Rudolf Werther

Rudolf T Werther (1896-1986) was born in Berlin and alongside intensive musical education he obtained his Doctorate in political science. He and his family left Berlin in 1929 or 1930 for France, already fearful of what might befall Jews if Hitler came to power, and in 1939 were helped to emigrate to Australia.
Living firstly in Launceston, Tasmania, he taught music and organised performances of fully-staged operas, which he conducted. Moving later to Cairns, Queensland, and finally to Perth, Western Australia, he continued to mount productions. His passionate advocacy for the genre led to the publication of “Opera in Australia: the history leading to the Australian Elizabethan Opera” in 1957.
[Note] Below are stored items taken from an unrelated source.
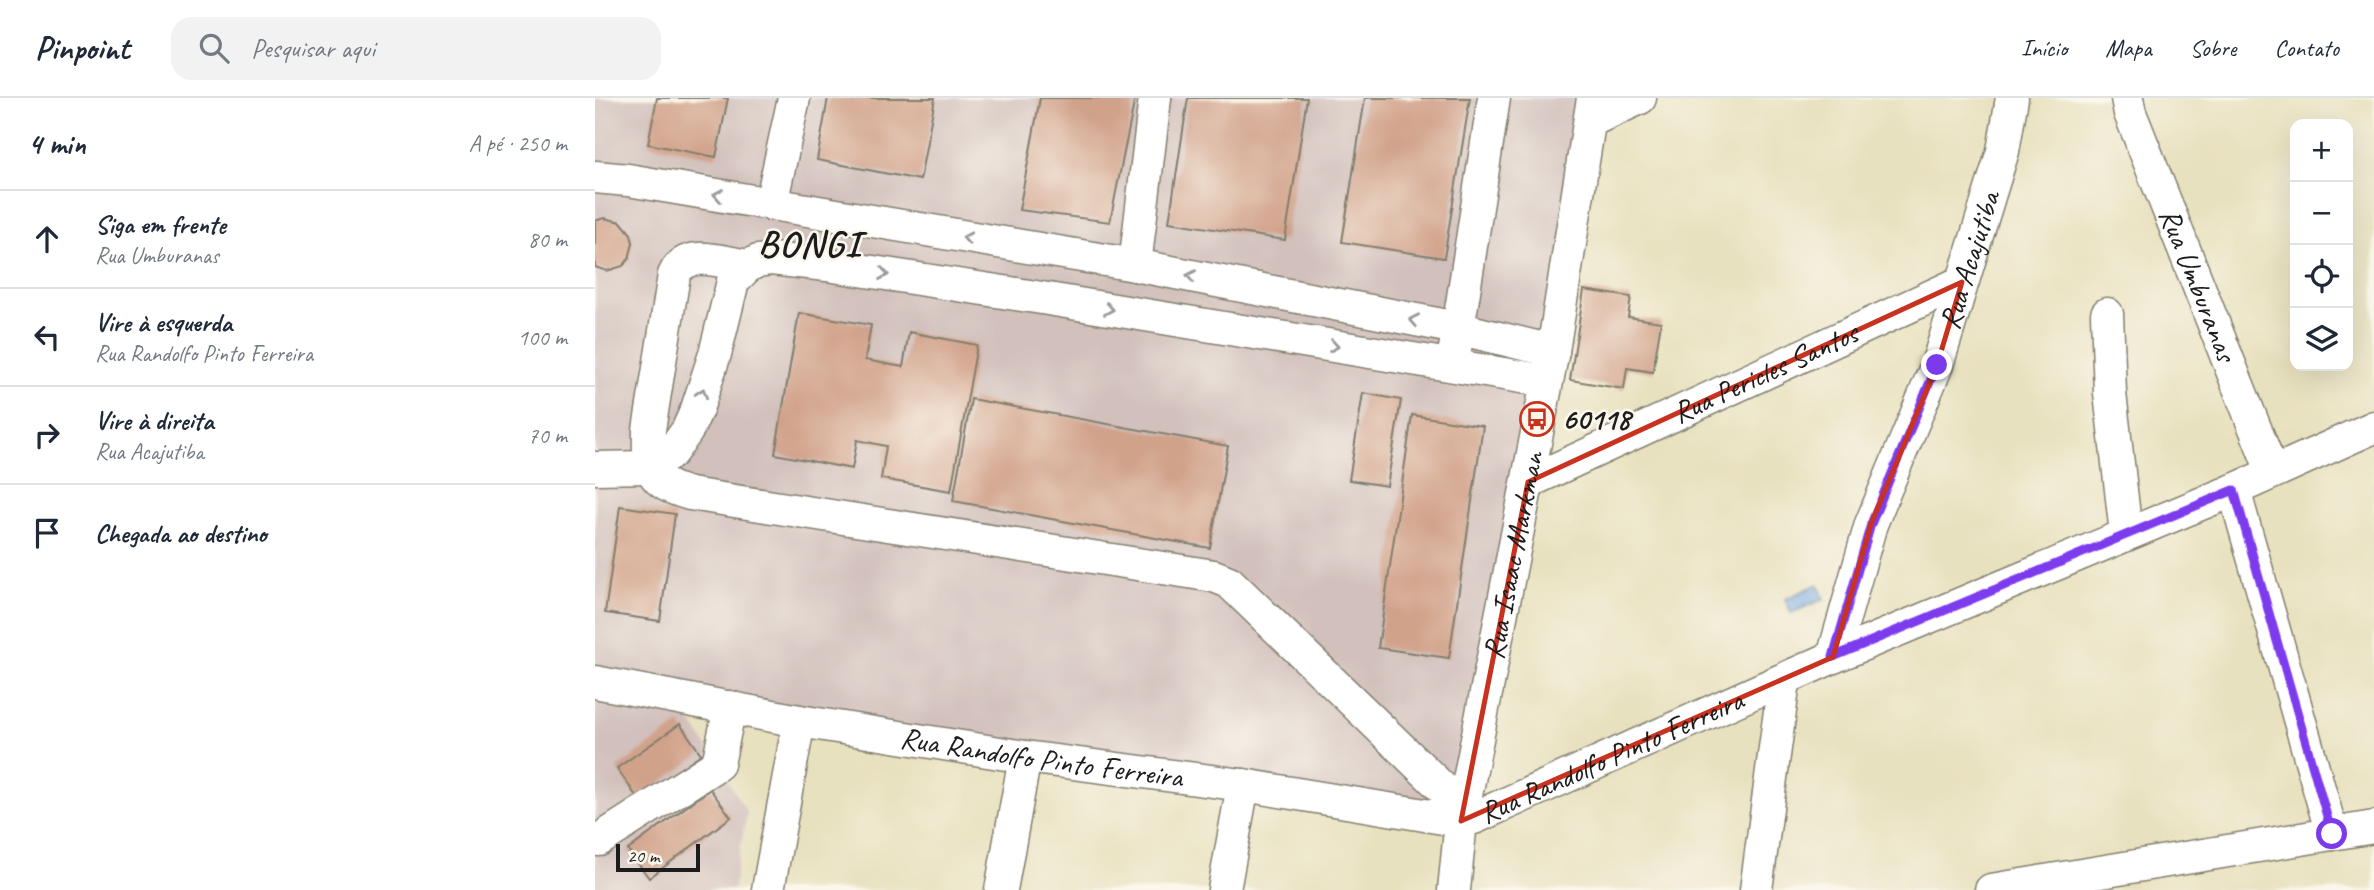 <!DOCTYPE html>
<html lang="pt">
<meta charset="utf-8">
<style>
:root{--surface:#fff;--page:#f2f2f3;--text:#1f2937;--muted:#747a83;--line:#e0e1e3}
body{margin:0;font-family:Caveat,sans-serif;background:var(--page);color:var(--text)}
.controls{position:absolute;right:21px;top:21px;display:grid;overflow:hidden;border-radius:14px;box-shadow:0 7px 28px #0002}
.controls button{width:63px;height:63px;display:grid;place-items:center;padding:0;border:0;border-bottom:2px solid var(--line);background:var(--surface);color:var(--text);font:35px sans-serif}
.scale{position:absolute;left:21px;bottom:18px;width:84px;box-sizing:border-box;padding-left:7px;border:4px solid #1c1c1c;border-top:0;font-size:19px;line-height:24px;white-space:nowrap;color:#1c1c1c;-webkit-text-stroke:5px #fbf7ec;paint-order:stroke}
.stop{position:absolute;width:21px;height:21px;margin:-16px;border:5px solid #7c3aed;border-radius:50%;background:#fff}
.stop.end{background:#7c3aed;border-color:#fff;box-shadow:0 2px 7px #0008}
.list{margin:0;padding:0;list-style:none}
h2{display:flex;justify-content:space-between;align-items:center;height:91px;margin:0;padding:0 28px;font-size:30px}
h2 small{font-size:23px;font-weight:400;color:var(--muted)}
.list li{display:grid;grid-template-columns:46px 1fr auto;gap:21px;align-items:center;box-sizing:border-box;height:98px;padding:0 28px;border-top:2px solid var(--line)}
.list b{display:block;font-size:26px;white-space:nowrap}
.list p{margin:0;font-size:23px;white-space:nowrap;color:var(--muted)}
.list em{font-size:23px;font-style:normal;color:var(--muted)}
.icon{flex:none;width:38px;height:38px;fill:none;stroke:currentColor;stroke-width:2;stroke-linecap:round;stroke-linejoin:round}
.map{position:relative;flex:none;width:1779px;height:792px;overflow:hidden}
header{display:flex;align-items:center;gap:42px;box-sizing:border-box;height:98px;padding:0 35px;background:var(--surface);border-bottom:2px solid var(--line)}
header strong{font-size:33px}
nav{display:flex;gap:38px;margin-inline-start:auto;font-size:24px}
.search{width:490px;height:63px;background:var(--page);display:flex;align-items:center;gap:18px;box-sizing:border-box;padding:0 24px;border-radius:21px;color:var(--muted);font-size:26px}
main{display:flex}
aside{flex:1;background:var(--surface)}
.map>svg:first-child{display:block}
.industrial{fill:#d1c0bc}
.water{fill:url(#water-ripples);stroke:#47627e;stroke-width:2}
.building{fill:#d1a28a}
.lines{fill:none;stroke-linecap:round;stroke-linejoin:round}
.minor-casing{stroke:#827e6e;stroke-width:35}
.minor{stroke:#fff;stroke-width:32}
.oneway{stroke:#999}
.route{stroke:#7c3aed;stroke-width:9}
.marked{fill:none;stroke:#c8321e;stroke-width:5;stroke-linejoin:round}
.labels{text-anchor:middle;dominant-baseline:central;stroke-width:5;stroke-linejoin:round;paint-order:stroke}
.street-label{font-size:30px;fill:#1c1c1c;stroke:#fbf7ec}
.poi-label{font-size:30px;font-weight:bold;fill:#1c1c1c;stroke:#fbf7ec;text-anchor:start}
.district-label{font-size:37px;font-weight:bold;letter-spacing:2px;fill:#1c1c1c;stroke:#fbf7ec}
</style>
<header>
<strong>Pinpoint</strong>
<div class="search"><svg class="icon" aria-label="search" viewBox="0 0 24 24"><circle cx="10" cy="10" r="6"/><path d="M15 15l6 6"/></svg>Pesquisar aqui</div>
<nav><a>Início</a><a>Mapa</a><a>Sobre</a><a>Contato</a></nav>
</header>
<main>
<aside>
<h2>4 min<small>A pé · 250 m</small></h2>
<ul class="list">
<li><svg class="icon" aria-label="ahead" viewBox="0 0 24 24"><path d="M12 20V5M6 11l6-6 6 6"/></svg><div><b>Siga em frente</b><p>Rua Umburanas</p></div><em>80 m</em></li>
<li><svg class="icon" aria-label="left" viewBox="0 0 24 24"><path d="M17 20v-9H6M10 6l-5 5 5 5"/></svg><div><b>Vire à esquerda</b><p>Rua Randolfo Pinto Ferreira</p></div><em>100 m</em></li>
<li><svg class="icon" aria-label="right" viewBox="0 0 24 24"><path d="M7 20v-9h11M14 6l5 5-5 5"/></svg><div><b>Vire à direita</b><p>Rua Acajutiba</p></div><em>70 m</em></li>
<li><svg class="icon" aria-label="arrive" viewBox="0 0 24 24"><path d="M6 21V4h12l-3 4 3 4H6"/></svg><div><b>Chegada ao destino</b></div></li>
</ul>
</aside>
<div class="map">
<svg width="1779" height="792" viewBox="0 0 1779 792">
<defs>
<pattern id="water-ripples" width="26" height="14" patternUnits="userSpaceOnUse" patternTransform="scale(1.75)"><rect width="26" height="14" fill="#72a7df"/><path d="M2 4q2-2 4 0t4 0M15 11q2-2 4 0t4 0" fill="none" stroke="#5d87b4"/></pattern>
</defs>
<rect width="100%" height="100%" fill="#fbf7ec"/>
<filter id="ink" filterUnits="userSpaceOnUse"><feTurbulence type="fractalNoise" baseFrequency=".0143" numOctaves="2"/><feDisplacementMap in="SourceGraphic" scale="14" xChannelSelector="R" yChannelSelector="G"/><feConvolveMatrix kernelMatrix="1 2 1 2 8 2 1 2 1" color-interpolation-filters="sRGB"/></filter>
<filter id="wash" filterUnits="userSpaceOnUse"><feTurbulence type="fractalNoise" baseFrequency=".00686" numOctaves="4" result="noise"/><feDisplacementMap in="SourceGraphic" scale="28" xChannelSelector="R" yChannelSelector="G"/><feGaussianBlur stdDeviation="1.57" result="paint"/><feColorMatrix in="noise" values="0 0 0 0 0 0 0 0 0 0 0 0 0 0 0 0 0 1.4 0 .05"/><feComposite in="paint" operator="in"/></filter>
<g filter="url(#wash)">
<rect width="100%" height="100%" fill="#e8e1bf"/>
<g class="industrial">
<path d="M0,0h998l-133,730 -865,-150z"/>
<path d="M0,604l93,14 59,96 -14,78h-138z"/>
</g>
<path class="water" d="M1223,486l6,15 -33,14 -6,-14z"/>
<g id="blocks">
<g class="building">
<path d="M62,0h71l-12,59 -68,-13z"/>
<path d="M233,0h107l-15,82 -103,-20z"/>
<path d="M445,0h95l-25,124 -91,-12z"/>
<path d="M593,0h119l-22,142 -116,-18z"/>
<path d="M770,0h105l-26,160 -102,-16z"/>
<path d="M9,120l17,4 10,12 2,9 -4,16 -6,7 -16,5 -12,-4v-46z"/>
<path d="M989,192l47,7 -3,20 33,5 -8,50 -26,-4 -3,21 -54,-9z"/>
<path d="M204,215l72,12 -6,35 38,7 6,-35 68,13 -26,146 -70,-12 5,-33 -29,-6 -5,29 -77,-15z"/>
<path d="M768,295l38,7 -14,86 -38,-6z"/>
<path d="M376,301l257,47 -18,102 -257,-47z"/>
<path d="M817,317l71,11 -34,232 -71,-10z"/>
<path d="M25,408l55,8 -15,107 -55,-8z"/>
<path d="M85,626l21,30 -63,45 -21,-31z"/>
<path d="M115,691l21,28 -82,61 -21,-28z"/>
</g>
</g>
</g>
<g filter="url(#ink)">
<use href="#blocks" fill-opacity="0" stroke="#827e6e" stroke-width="2"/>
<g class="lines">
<g class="minor-casing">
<g id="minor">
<path id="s1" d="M1532,0l3,15 142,358"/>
<path d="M995,23l50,-23"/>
<path d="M0,79l33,3 507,85 322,63 96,23"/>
<path d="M176,106l23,-106"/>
<path d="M540,167l20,-167"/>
<path d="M153,168c-24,-3 -62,-19 -74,9l-25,155c-1,40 0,53 41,64l524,82 15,6 236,228"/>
<path d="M1512,216l3,79 16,141"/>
<path d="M860,251l39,-251"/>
<path d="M0,370l55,-1 21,-14 16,-22 10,-22 18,-55 18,-73 15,-15 10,-5 13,-2 56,6 215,33 504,83"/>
<path id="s2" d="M933,384l434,-200"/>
<path d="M1639,392l98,344"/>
<path id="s3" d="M1238,559l38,-133 66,-159 66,-214 9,-53"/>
<path id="s4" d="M0,584l204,39 226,36 218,28 218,36 13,-3 359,-161 401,-167 140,-63"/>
<path d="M0,742h4l119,-76 12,-57"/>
<path d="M173,792l31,-169"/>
<path d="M406,792l24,-133"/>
<path d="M629,792l19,-105"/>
<path id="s5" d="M859,792l7,-69 92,-470 40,-253"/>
<path d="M1161,792l28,-209"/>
<path d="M1396,792l383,-63"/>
</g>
</g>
<use href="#minor" class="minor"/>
</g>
<defs><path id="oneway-chevron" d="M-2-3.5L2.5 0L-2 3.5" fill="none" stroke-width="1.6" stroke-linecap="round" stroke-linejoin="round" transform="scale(1.75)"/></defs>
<g class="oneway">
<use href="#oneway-chevron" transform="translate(123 97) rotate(-170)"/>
<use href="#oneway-chevron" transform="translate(372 140) rotate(-170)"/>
<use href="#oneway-chevron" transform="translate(289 176) rotate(9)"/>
<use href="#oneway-chevron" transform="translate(596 178) rotate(-169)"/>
<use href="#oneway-chevron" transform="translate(514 211) rotate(10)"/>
<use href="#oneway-chevron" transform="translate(819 222) rotate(-169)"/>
<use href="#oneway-chevron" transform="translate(739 248) rotate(9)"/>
<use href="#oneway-chevron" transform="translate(107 295) rotate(-72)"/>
</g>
</g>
<g class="lines" filter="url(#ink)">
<path class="route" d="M1342,267l-66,159 -38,133 401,-167 98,344"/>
</g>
<path class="marked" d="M1367,184l-25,83 -66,159 -38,133 -372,164 67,-339z"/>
<defs>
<g id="bus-ring" transform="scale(1.75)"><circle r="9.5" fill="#fbf7ec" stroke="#c8321e" stroke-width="1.5"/><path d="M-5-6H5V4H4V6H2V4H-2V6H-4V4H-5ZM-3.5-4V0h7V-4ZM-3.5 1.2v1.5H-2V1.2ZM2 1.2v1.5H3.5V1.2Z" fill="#c8321e"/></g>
</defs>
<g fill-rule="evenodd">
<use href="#bus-ring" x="942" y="321"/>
</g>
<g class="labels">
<g class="street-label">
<text stroke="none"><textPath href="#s3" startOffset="420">Rua Acajutiba</textPath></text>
<text stroke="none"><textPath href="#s1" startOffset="200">Rua Umburanas</textPath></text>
<text stroke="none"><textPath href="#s2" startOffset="261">Rua Pericles Santos</textPath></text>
<text stroke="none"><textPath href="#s5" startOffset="340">Rua Isaac Markman</textPath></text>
<text stroke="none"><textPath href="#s4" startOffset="1041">Rua Randolfo Pinto Ferreira</textPath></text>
<text stroke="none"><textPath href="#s4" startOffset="453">Rua Randolfo Pinto Ferreira</textPath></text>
</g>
<g class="poi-label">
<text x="967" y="321">60118</text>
</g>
<g class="district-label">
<text x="215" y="145">BONGI</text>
</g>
</g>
</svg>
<div class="controls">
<button>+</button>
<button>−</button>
<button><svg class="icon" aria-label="locate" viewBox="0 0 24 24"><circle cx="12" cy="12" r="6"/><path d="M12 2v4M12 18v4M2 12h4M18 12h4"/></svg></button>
<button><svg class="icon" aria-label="layers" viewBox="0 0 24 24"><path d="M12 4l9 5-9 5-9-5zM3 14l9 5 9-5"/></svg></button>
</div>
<div class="scale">20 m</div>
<div class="stop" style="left:1737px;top:736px"></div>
<div class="stop end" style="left:1342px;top:267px"></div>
</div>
</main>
Werther was always an advocate of great art, and of learning languages; but, as Graeme Skinner writes, though composer Peter Sculthorpe was excited by the opera performances “he did not warm to Werther personally, who he considered a difficult and precious figure ‘highly regarded… by himself’, too quick to cast himself as an agent of high culture in his provincial environment.” I suspect that, as an educated, cosmopolitan German Jew, he simply had high expectations, passionate commitment, and perhaps an understandable lack of relaxed, idiomatic Australian English in his first years here.
Rudolf Werther died in 1986.

The University of Western Australia holds all of his song manuscripts, numbering some 600. Eclectic in his choice of poets, he set a large number of great German Romantics such as Richard Daumer, Hugo von Hoffmannstahl, Rainer Maria Rilke, Theodor Storm, and Stefan George. This alone would pique the interest of a song enthusiast, but inspection of the catalogue reveals an enormous variety of poetry in English, French, Italian, Spanish and Russian.
The quality of musical inspiration in the English songs is a little variable, but his best settings of Blake, Francis Thompson, Walter de la Mare and others are well worth performing. He became a disciple of the Hindu teachings of Swami Omkarananda, and wrote a number of songs on his texts.
The manuscripts appear mostly to have been made for his own use, rather than as careful autographs for publication or for others to perform, and editorial decisions often had to be made on ambiguities in notation. Obvious errors and inconsistencies were corrected without comment. Reference to reliable editions of the poems allowed corrections in the notation of the texts.
Curious readers are directed to the Catalogue of musical compositions by Rudolf T. Werther, in the University of Western Australia Wigmore Music Library (780.92 W4993 1970).